Today, those grounds house the aforementioned restaurants and showcase a pasta station where anyone can see their dinner taking shape, a dumpling line showcasing how precious Tibetan dumplings are made and a pretzel bar where a chef stretches and twists baked-to-order pretzels for a packed bar of hungry onlookers. In essence, these features educate and involve patrons, just as he envisioned.
Outside of his own businesses, Douglas has long been a champion of local food and farmers, voicing concern about choosing local over organic years before the national media caught on. Further, he has been a staunch supporter of Washington wine since his early days. There has always been a strong Washington wine presence on his menus and he has lobbied for the industry in his free time.
“There is a disconnect between Washington agriculture and the wine industry, but I try to make that connection (for people),” he says. Douglas wants everyone to understand that the people who grow grapes and make wine are in the same camp as farmers. You can’t support one and not the other. This methodology of supporting local businesses extends beyond wine, too. With the growing number of local coffee roasters in Seattle, Douglas has opted to remain faithful to Starbucks in all of his establishments as means of supporting a huge industry in the city. “I’m enamored with their company and think they’ve grown large and kept a fantastic level of quality. They’re local, and everything I do supports local first. And they are good community supporters. As a matter of fact, I think their coffee is delicious.”

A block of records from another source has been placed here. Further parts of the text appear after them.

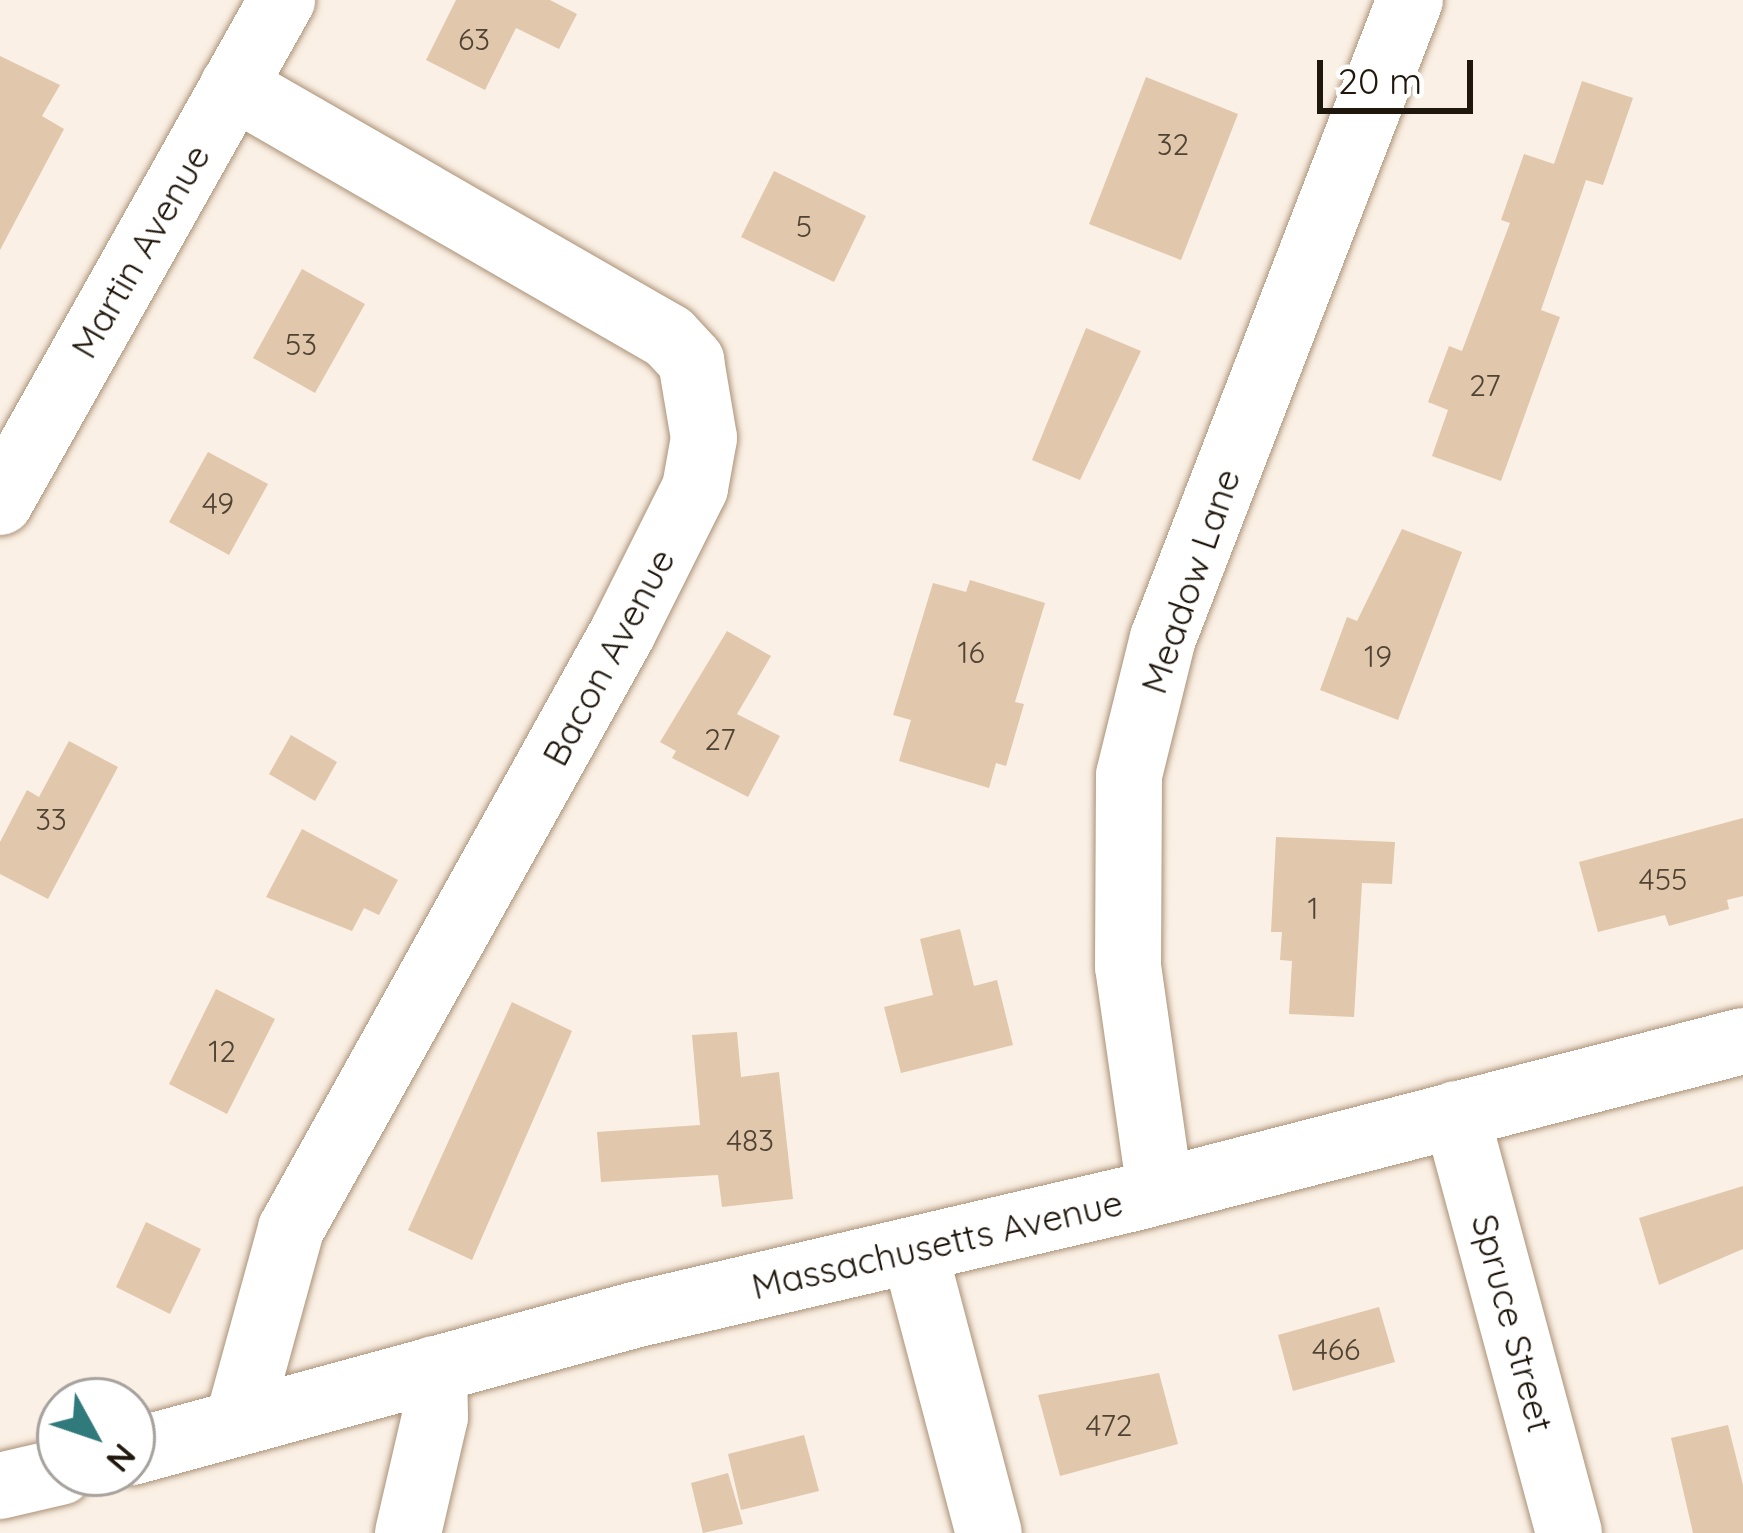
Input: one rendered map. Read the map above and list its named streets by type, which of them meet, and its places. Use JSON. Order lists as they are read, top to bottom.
{
  "streets": {
    "street": [
      "Martin Avenue",
      "Meadow Lane",
      "Bacon Avenue",
      "Massachusetts Avenue",
      "Spruce Street"
    ]
  },
  "crossings": [
    ["Martin Avenue", "Bacon Avenue"],
    ["Meadow Lane", "Massachusetts Avenue"],
    ["Bacon Avenue", "Massachusetts Avenue"],
    ["Massachusetts Avenue", "Spruce Street"]
  ],
  "house_numbers": [
    "63",
    "32",
    "5",
    "53",
    "27",
    "49",
    "16",
    "19",
    "27",
    "33",
    "455",
    "1",
    "12",
    "483",
    "466",
    "472"
  ],
  "scale_bar": "20 m",
  "north": "bottom right"
}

An early adapter to restaurant events that host wine nights and tastings for local wineries and vintners, Tom set the stage for what is now becoming more commonplace in restaurants-specially blended house wine. With the opening of Lola in 2003, Tom and Jackie turned to their wine-making friends at Chinook Winery in Prosser. Rather than focusing on individual bottles, Chinook ships magnums of specially blended wines that are then served in carafes.
Amidst all of this creating and building and working, one might believe the man doesn’t sleep. And one wouldn’t be half-wrong. “I spend a lot of time on eBay between 3 and 4 a.m. when I can’t sleep because I’m thinking of business,” he confesses as he sips his martini from a newly acquired pheasant-etched tumbler with matching shaker that the bartenders at Cuoco use just for him. He has also took up golf in recent years, and while last year was his busiest in the restaurants, he managed to get in rounds at Pebble Beach, Bandon Dunes and Doonbeg in Ireland.
He and his business partner/wife, Jackie, intend to travel even more in the coming years. “I want to find a place for myself in the world where I go for a month every year,” he says. Later this year they will head to Paris, the ultimate food mecca. “Jackie’s already taking French lessons and I’m going to catch up,” he promises.
And with that, he’s up and off to a baby shower being held at his home for an evening of family, food and maybe, just maybe, a little midnight eBay.